あの日、自分は指示を待たずに通路へ入った。
規定違反だった。
結果として数人を外へ出せた。
正しかったかは今でも分からない。
短い。
だが、妙に残った。
午後。
公開候補確認。
瀬尾が一覧を見ていた。
「この証言は外します」
凪は画面を見る。
「理由は」
「展示主題から外れるためです」
瀬尾は答える。
「今回は制度改訂の展示です」
「はい」
「個別判断を中心にすると主題が変わります」
凪は頷いた。
理由は理解できる。
事故後の制度。
監査。
復旧。
それが展示の主軸だ。
個人の判断を中心にする場所ではない。
「保存はされます」
瀬尾が言う。
「削除ではありません」
「分かっています」
凪は証言を公開候補から外した。
作業は順調だった。
展示構成もまとまる。
事故。
復旧。
制度改善。
再編区。
未来への備え。
整理された展示だった。
整っている。
それが少し、気になった。
夕方。
凪は監査確認のため重力炉管理局へ向かった。
倫理監査部。
黒崎玲が資料を確認する。
静かな時間が流れる。
玲の視線が一か所で止まった。
「証言記録は」
凪は答える。
「展示候補から外しました」
「なぜですか」
「主題から外れるためです」
玲は数秒考えた。
「その記録を見せてください」
凪は原記録を開いた。
玲は最後まで読む。
閉じる。
そして言った。
「私は残した方がいいと思います」
凪は少し驚いた。
「制度展示です」
「そうですね」
「個別事例です」
「そうですね」
玲は画面を見る。
「この人は、自分が正しかったと言っていません」
凪も記録を見る。
確かにそうだった。
「迷っています」
玲は言う。
「はい」
「だから残る価値があります」
凪は黙る。
「事故は制度だけで起きたわけではありません」
玲は続けた。
「現場もありました。

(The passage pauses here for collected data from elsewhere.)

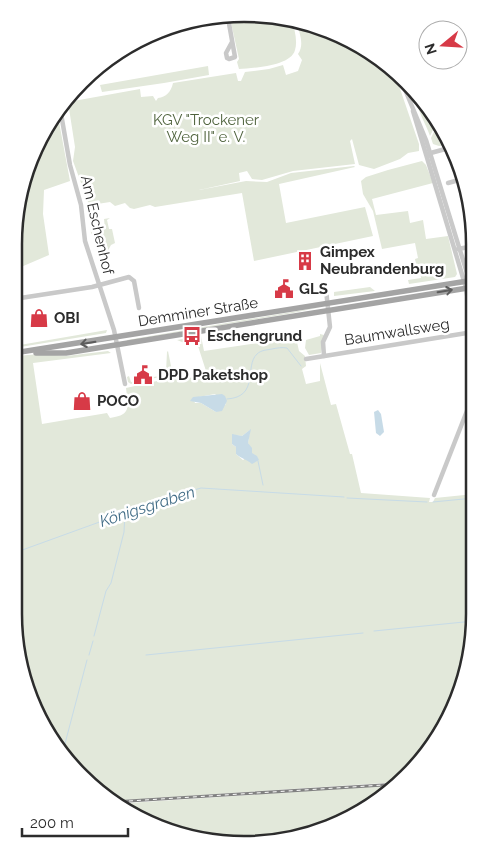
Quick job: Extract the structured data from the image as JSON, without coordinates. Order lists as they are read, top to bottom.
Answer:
{
  "streets": {
    "main road": ["Demminer Straße"],
    "street": ["Am Eschenhof", "Baumwallsweg"]
  },
  "crossings": [
    ["Am Eschenhof", "Demminer Straße"],
    ["Demminer Straße", "Baumwallsweg"]
  ],
  "water": ["Königsgraben"],
  "parks": ["KGV \"Trockener Weg II\" e. V."],
  "places": {
    "building": ["Gimpex Neubrandenburg"],
    "public building": ["GLS", "DPD Paketshop"],
    "shop": ["OBI", "POCO"],
    "bus stop": ["Eschengrund"]
  },
  "scale_bar": "200 m",
  "north": "left"
}
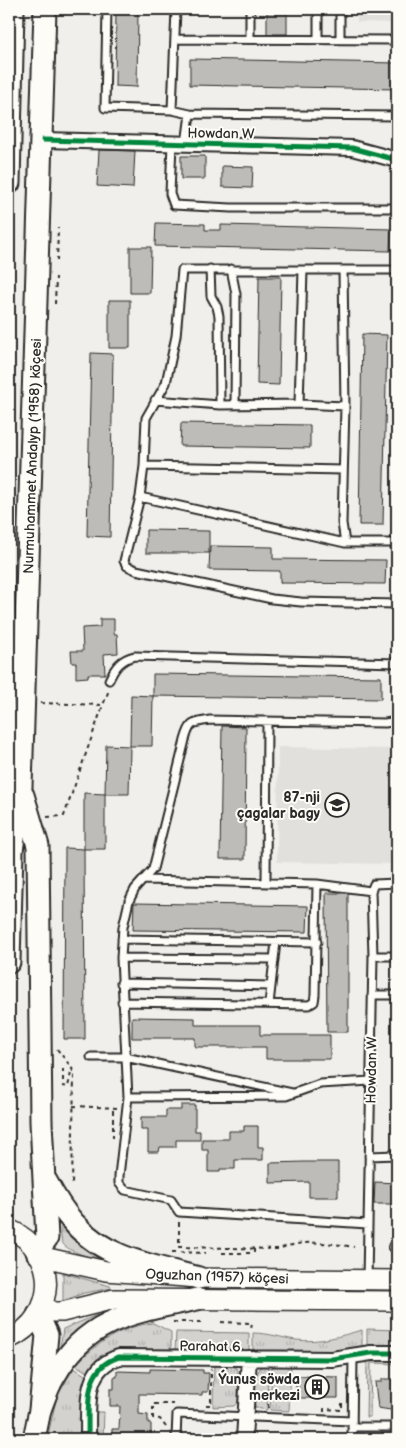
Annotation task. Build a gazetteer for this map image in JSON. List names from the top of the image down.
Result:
{
  "streets": {
    "main road": ["Nurmuhammet Andalyp (1958) köçesi", "Oguzhan (1957) köçesi"],
    "street": ["Howdan W", "Parahat 6"]
  },
  "crossings": [
    ["Howdan W", "Nurmuhammet Andalyp (1958) köçesi"],
    ["Howdan W", "Oguzhan (1957) köçesi"]
  ],
  "places": {
    "school or university": ["87-nji çagalar bagy"],
    "building": ["Ýunus söwda merkezi"]
  }
}
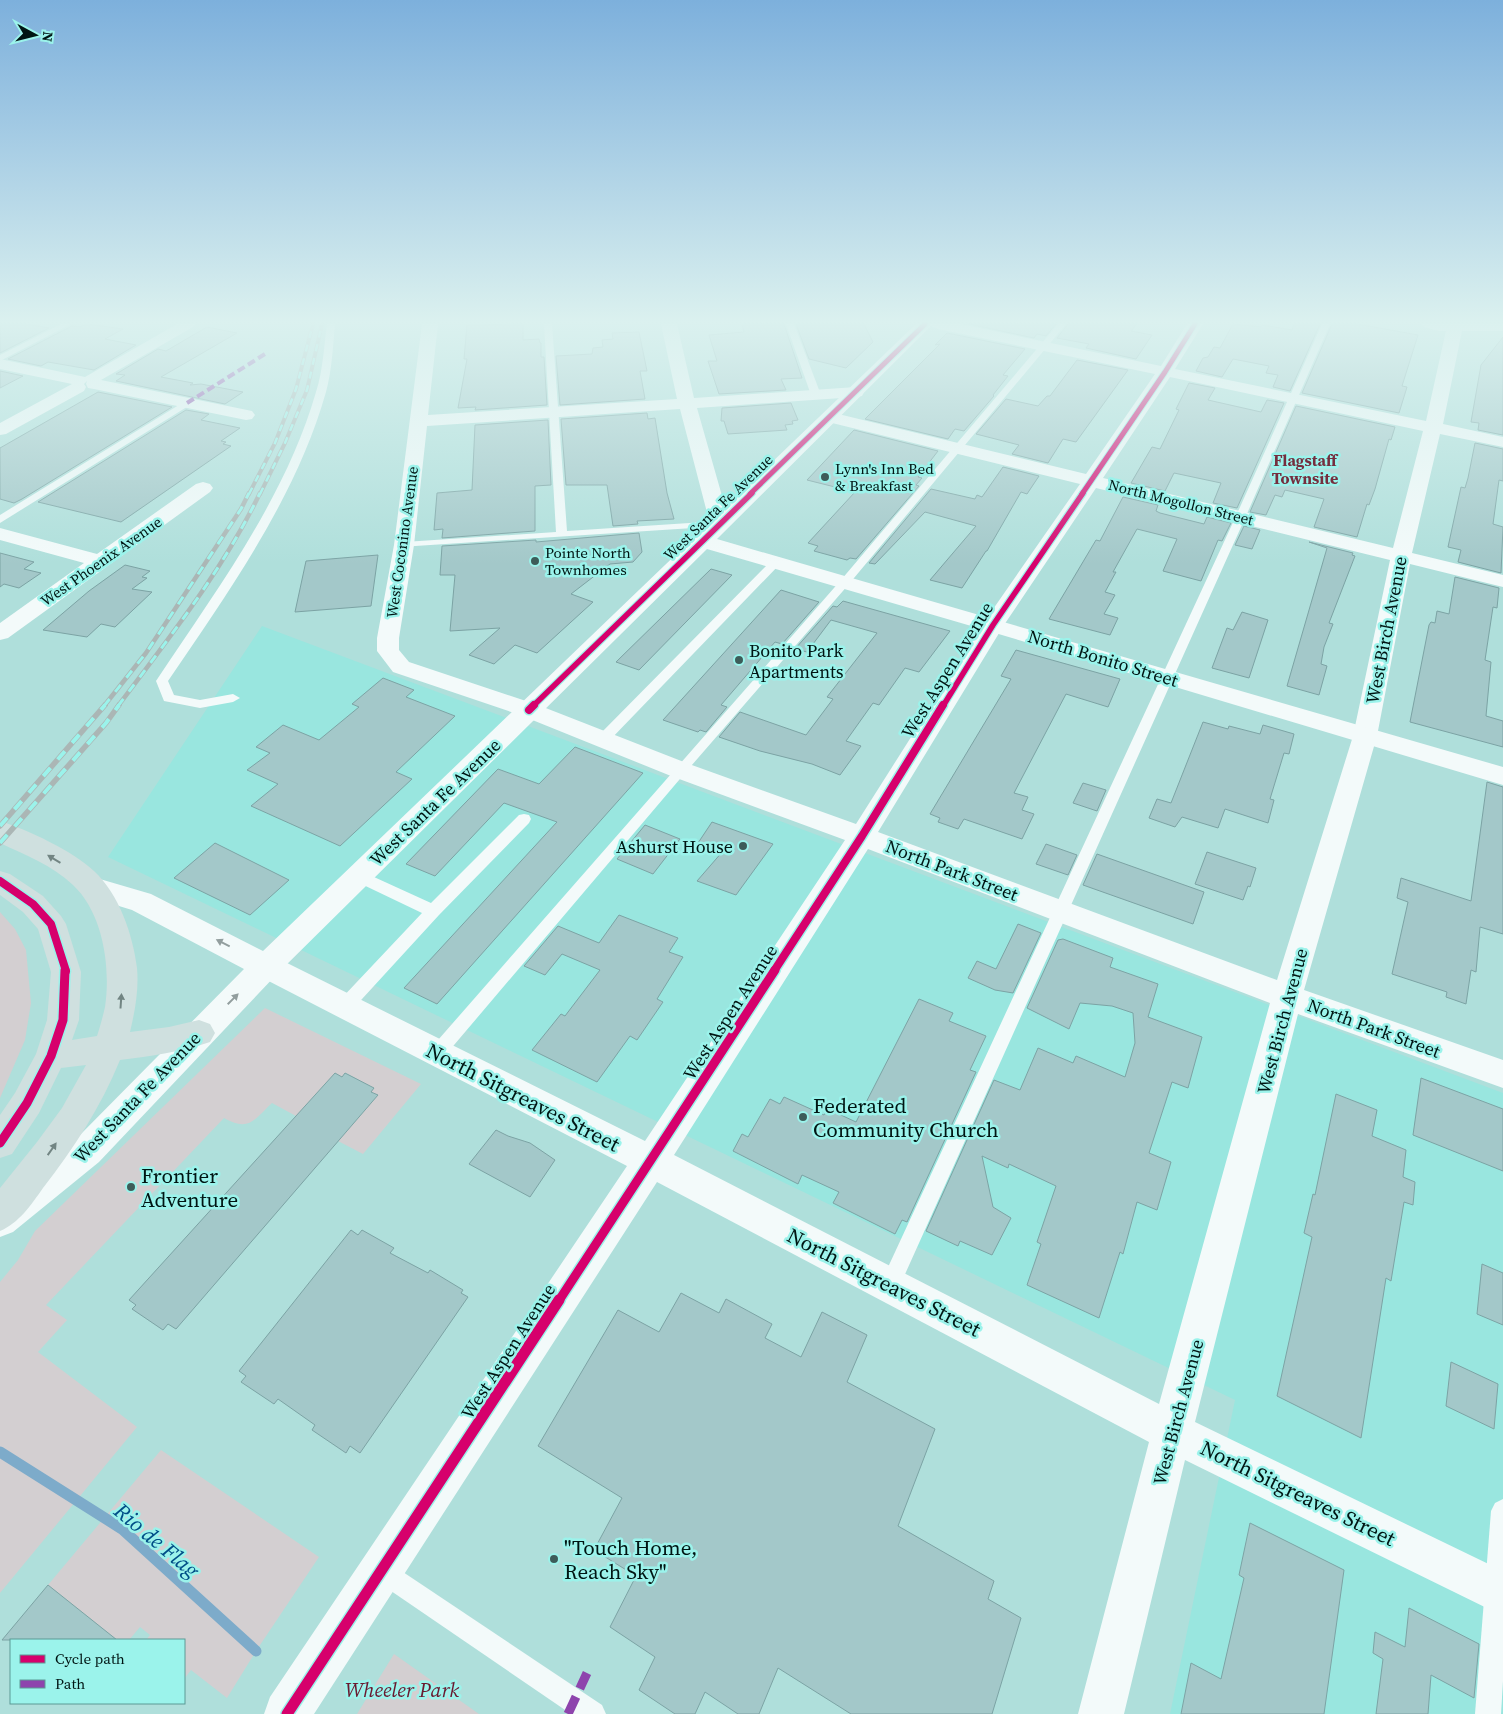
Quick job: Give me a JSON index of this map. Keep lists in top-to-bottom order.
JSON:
{
  "streets": {
    "street": [
      "North Mogollon Street",
      "West Santa Fe Avenue",
      "West Coconino Avenue",
      "West Phoenix Avenue",
      "West Birch Avenue",
      "North Bonito Street",
      "West Aspen Avenue",
      "North Park Street",
      "North Sitgreaves Street"
    ]
  },
  "crossings": [
    ["North Mogollon Street", "West Santa Fe Avenue"],
    ["North Mogollon Street", "West Birch Avenue"],
    ["North Mogollon Street", "West Aspen Avenue"],
    ["West Santa Fe Avenue", "North Bonito Street"],
    ["West Santa Fe Avenue", "North Park Street"],
    ["West Santa Fe Avenue", "North Sitgreaves Street"],
    ["West Coconino Avenue", "North Park Street"],
    ["West Birch Avenue", "North Bonito Street"],
    ["West Birch Avenue", "North Park Street"],
    ["West Birch Avenue", "North Sitgreaves Street"],
    ["North Bonito Street", "West Aspen Avenue"],
    ["West Aspen Avenue", "North Park Street"],
    ["West Aspen Avenue", "North Sitgreaves Street"]
  ],
  "districts": ["Flagstaff Townsite"],
  "water": ["Rio de Flag"],
  "parks": ["Wheeler Park"],
  "places": [
    "Lynn's Inn Bed & Breakfast",
    "Pointe North Townhomes",
    "Bonito Park Apartments",
    "Ashurst House",
    "Federated Community Church",
    "Frontier Adventure",
    "\"Touch Home, Reach Sky\""
  ],
  "legend": ["Cycle path", "Path"],
  "north": "right"
}
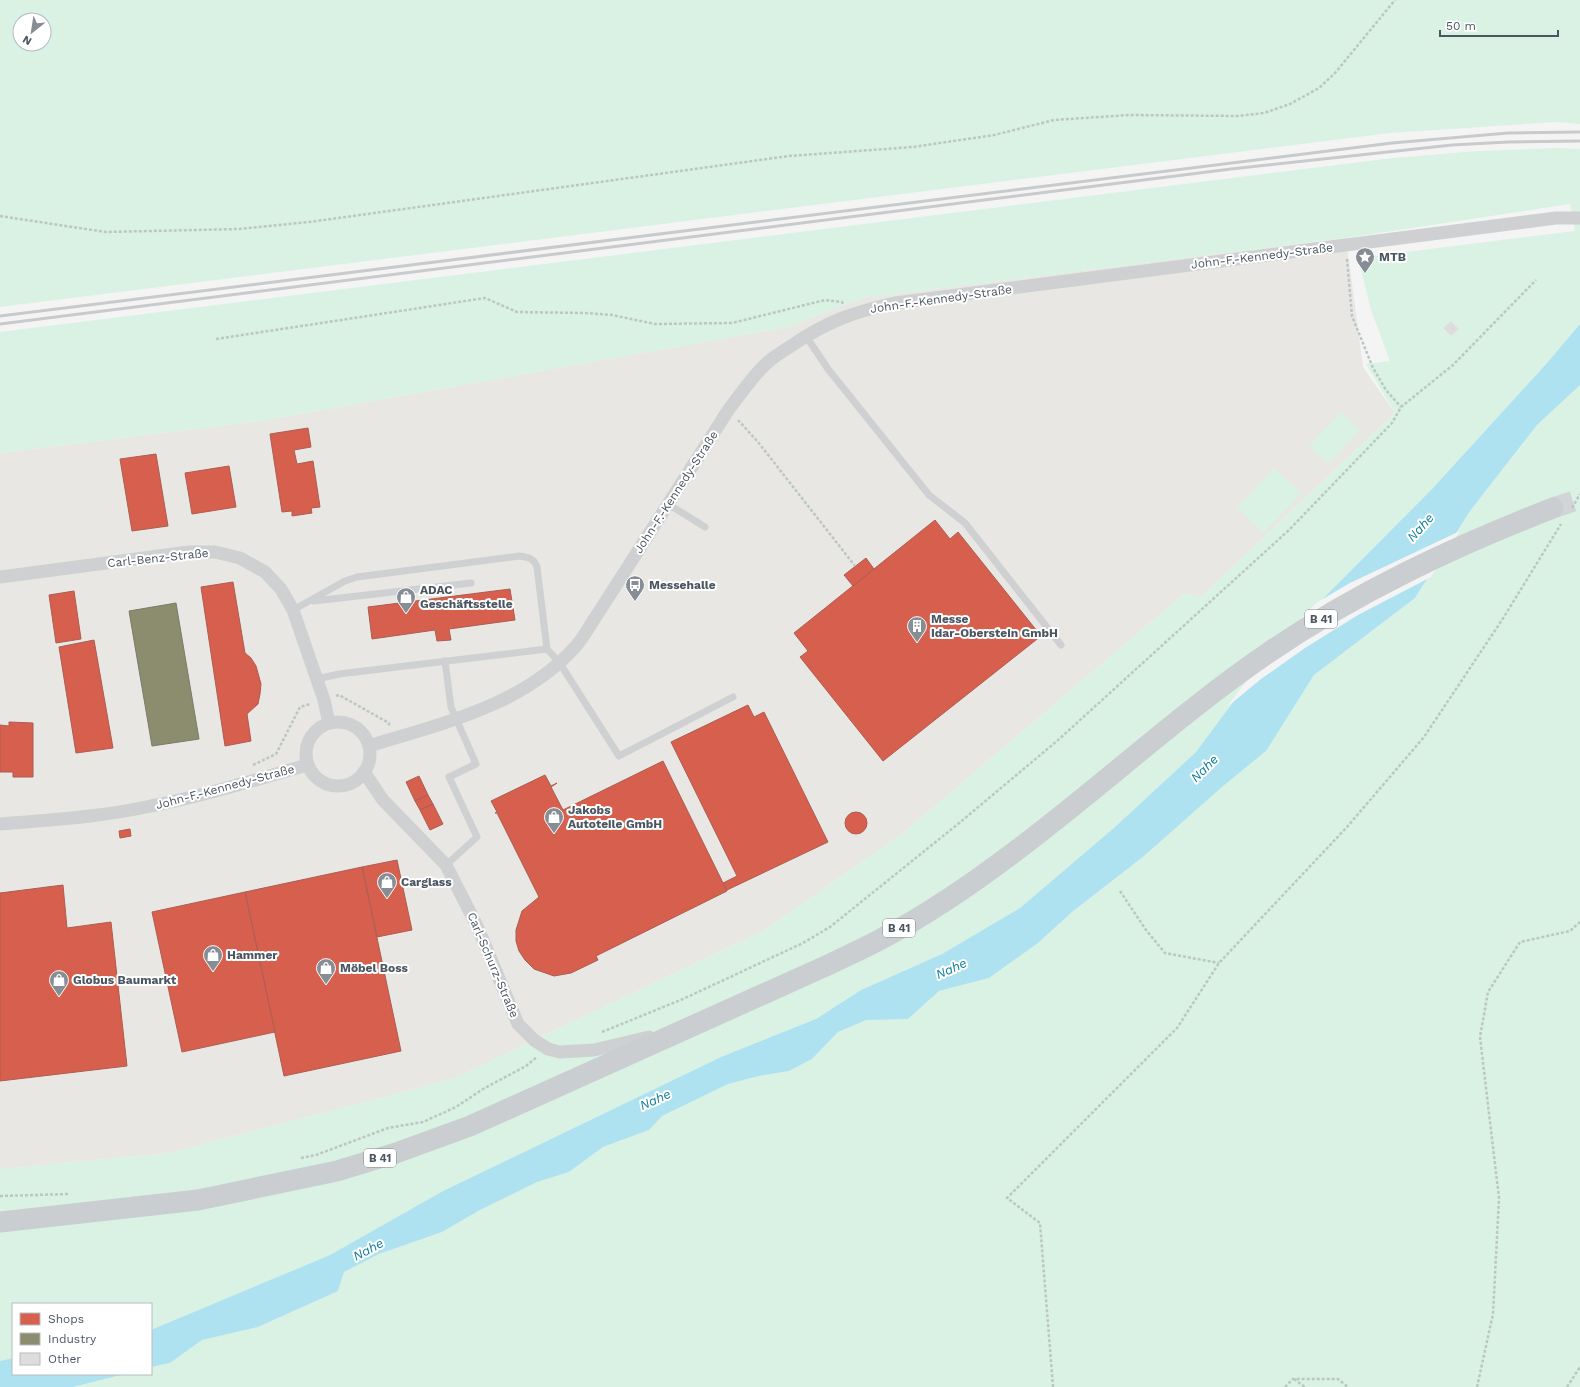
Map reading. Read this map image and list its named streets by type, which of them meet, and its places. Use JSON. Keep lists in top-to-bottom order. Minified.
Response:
{"streets":{"main road":["B 41"],"street":["John-F.-Kennedy-Straße","Carl-Benz-Straße","Carl-Schurz-Straße"]},"crossings":[["John-F.-Kennedy-Straße","Carl-Benz-Straße"],["John-F.-Kennedy-Straße","Carl-Schurz-Straße"],["Carl-Benz-Straße","Carl-Schurz-Straße"],["B 41","Carl-Schurz-Straße"]],"water":["Nahe"],"places":{"place":["MTB"],"bus stop":["Messehalle"],"shop":["ADAC Geschäftsstelle","Jakobs Autoteile GmbH","Carglass","Hammer","Möbel Boss","Globus Baumarkt"],"building":["Messe Idar-Oberstein GmbH"]},"legend":["Shops","Industry","Other"],"scale_bar":"50 m","north":"bottom left"}
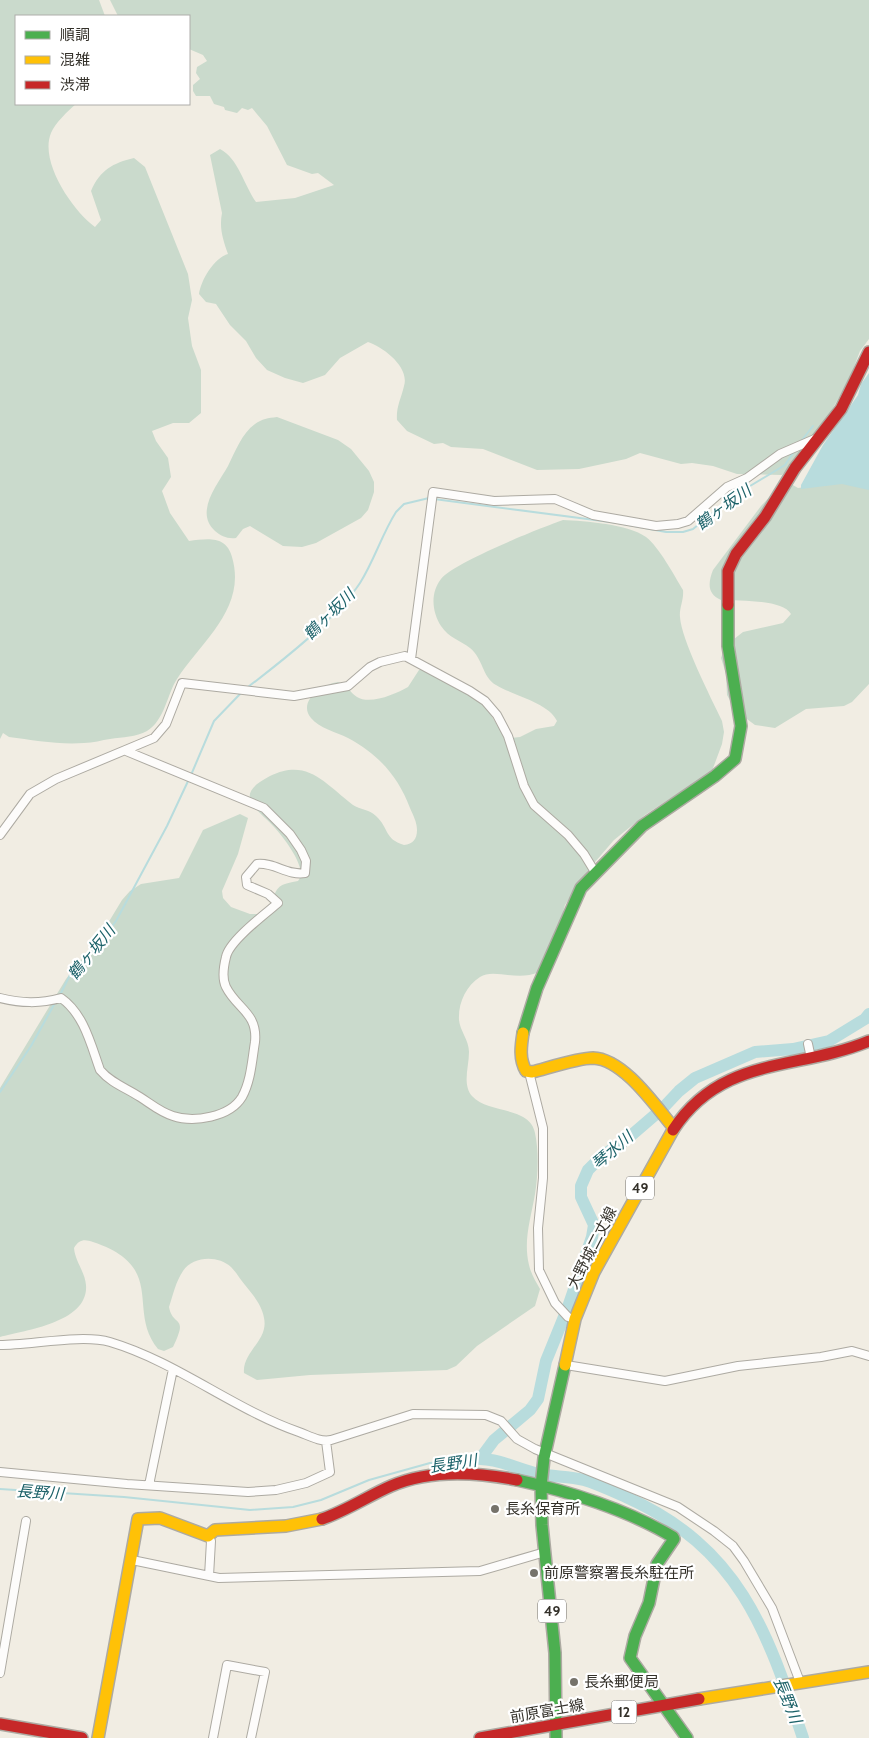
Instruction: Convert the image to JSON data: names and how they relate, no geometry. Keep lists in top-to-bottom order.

判断もありました。迷いもありました」
玲は画面を閉じる。
「正解だけが残ると、事故そのものが変わります」
翌日。
生活基盤区。
表示設備点検の立会いだった。
澪がいた。
「難しい顔してる」
開口一番だった。
凪は証言記録の話をした。
澪は黙って聞く。
「それで外したの?」
「はい」
「今は?」
「分かりません」
澪は少し考えた。
「本人に聞けばいいのに」
凪は顔を上げた。
「本人にですか」
「うん」
澪は当然のように言う。
「記録しか見てないんでしょ」
凪は返せなかった。
その通りだった。
数日後。
凪は聞き取り申請を出した。
許可は下りた。
面談室。
相手は五十代の男性だった。
普通の保守員に見える。
「この記録について聞かせてください」
凪は言った。
男性は少し困ったように笑った。
「大した話じゃありませんよ」
「数人を避難させています」
「結果としてです」
「後悔していますか」
男性は長く考えた。
「分かりません」
記録と同じ答えだった。
「展示に使うんですか」
「まだ決まっていません」
男性は窓の外を見る。
「もし使うなら」
一度、言葉を止めた。
「みんな最初から答えが分かっていたみたいには、しないでください」
凪は黙った。
「そんな日じゃなかったので」
部屋が静かになる。
帰り道。
凪はその言葉を考えていた。
広報中枢塔へ戻る。
表示候補一覧を開く。
証言記録。
公開候補外。
保存済み。
削除ではない。
だが、このままでは誰にも触れられない場所に置かれたままだ。
凪は分類を変更した。
公開展示補助資料。
登録。
全文は出さない。
主題も変えない。
だが消さない。
窓の向こうでは、アークドームが夜の光を受けている。
整った街だった。
だが、整わなかった日の記録も残さなければならない。